一方、エリスによって蘇った悪のサガと戦っていたアイオリアのもとに、ミロが参戦。熾烈な戦いが続くのでした。

 

著者
久織ちまき 車田正美
出版日
2016-03-18

 

緊迫した展開が続いていますが、聖闘士たちが次々と参戦し、見せ場を作っています。翔子をはじめとした聖闘少女たちのバトルシーンも増えてきていますが、本巻では特に翔子の精神面での成長が大きなポイントとなるでしょう。彼女を導くムウの言葉が、一層胸に響きます。

巻末には特別編として、エクレウスの聖衣修復の短編漫画が収録されており、戦いの裏側を覗いたような気分を味わえます。そして読者に大きなインパクトを与えた、聖衣でバイクを運転するシーンも見どころ。聖闘少女カシオペア座のエルダの勇姿をご覧ください。

 

『聖闘士星矢セインティア翔』8巻の見所をネタバレ紹介!

 

もう1度響子と話をしたいと願った翔子。ムウや、1度は敵として立ちふさがったリゲルの助けを借りることで、再び対話する機会を得ます。

邪神エリスとなった響子は妹と対峙し、その覚悟を問うのでした。しかし、響子は完全に邪神に取り込まれてしまうのです。

エリスの誘いに乗って悪の人格のみで出現し、アイオリアやミロと激しい戦いをくり広げていたサガは、戦いによって集められた膨大なエネルギーを使用し、自身の目的を達成させようとします。

彼の目的は、エリスの配下としてあることではなく、新たな神となることだったのです。

 

著者
久織ちまき 車田正美
出版日
2016-06-08

 

羽の生えた邪霊衣を纏い、戦神アレスとなったサガ。沙織はいまだ目覚めず、緊迫した展開が続いていきます。

見どころは、仲のよい姉妹だった響子と翔子をメインとしたシーン。妹を守るために邪神に取り込まれ、姉を助けるために戦うことを選んだ姉妹の別れは、胸に響きます。

聖闘士と聖闘少女が共闘する場面も多くなってきており、互いに関わりがあるという描写も見られるようになってきました。恋とも憧れともつかぬ、複雑な感情を抱える少女たちの、心の揺れ動きにもご注目ください。

 

『聖闘士星矢セインティア翔』9巻の見所をネタバレ紹介!

 

可憐な聖闘少女たちが表紙を彩る本巻。

前巻では目覚めぬ沙織を助けるために動き出す、聖闘少女たちの様子が描かれました。月の神殿に赴いたカティアやエルダの戦いと、シャオリンの過去の話が登場。カティアはサガへの感情を、エルダはデスマスクへの憎悪と対峙することとなりました。

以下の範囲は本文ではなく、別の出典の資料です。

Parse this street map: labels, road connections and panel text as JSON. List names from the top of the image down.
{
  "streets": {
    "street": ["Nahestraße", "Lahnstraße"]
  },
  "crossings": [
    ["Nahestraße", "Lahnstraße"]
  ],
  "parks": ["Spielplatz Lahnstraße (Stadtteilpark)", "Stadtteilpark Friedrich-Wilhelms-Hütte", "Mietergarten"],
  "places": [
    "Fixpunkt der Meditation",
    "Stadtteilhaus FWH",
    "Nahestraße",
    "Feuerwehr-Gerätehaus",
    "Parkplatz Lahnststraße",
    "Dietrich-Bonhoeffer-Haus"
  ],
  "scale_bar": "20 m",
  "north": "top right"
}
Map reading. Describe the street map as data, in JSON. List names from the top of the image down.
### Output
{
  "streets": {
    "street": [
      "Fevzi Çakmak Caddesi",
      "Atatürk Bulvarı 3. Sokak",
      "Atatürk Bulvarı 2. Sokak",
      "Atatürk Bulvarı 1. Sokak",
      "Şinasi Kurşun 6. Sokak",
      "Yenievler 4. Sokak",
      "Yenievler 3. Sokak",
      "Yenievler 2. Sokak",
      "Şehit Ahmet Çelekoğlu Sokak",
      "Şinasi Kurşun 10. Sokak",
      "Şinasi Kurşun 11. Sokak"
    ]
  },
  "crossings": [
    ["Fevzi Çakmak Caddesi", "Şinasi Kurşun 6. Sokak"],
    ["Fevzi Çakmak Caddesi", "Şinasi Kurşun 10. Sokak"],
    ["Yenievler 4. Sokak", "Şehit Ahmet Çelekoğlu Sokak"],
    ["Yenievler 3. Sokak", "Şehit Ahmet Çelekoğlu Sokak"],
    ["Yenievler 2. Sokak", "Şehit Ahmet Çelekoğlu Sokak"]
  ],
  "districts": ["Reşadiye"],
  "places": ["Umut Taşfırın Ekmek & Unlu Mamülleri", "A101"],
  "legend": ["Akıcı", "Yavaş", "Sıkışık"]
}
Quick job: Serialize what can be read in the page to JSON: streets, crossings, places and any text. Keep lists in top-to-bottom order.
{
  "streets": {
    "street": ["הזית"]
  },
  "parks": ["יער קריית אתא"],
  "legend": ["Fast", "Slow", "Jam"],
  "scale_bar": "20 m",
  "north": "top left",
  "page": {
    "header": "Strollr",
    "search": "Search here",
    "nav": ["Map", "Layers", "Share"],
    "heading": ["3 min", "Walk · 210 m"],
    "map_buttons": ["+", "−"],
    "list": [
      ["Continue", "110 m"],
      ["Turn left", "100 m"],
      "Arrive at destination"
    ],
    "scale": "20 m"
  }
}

シャオリンは天真爛漫な性格で、お団子頭にチャイナドレスがトレードマークの少女。ちょっとおっちょこちょいで、執事の辰巳を不審者と勘違いして取り押さえる、という場面も過去には見られました。

戦力的には未熟な彼女の過去を知る邪精霊ユウファが登場し、彼女は激しく動揺することになるのです。

 

著者
久織ちまき 車田正美
出版日
2016-12-20

 

聖闘士たちが、己の信念と守る者のために戦うように、聖闘少女たちも、沙織を守って助けるために、その力を振るってきました。

心中にさまざまな想いが渦巻くのは、まだ未成熟な少女なら当然のこと。戦う彼女たちの、戦闘だけではない細かな感情の揺れ動きが描かれ、真っ直ぐであろうとするその姿に心打たれます。

物語は、十二宮の戦いで命を落としたはずの蟹座のデスマスクが登場するなど、新たな強敵が登場。圧倒的な戦力差をどう覆していくのか、戦いから目が離せません。

 

『聖闘士星矢セインティア翔』10巻の見所をネタバレ紹介!

 

カティアとエルダの奮闘により、月の神殿のアルテミスから神具を授かった聖闘少女たちは、沙織を目覚めさせようとエリス神殿へと向かいます。そしてシャオリンが持ち帰った秘薬を摂取したことで目覚めた沙織は、少女たちとともに再び戦いの舞台に戻るのです。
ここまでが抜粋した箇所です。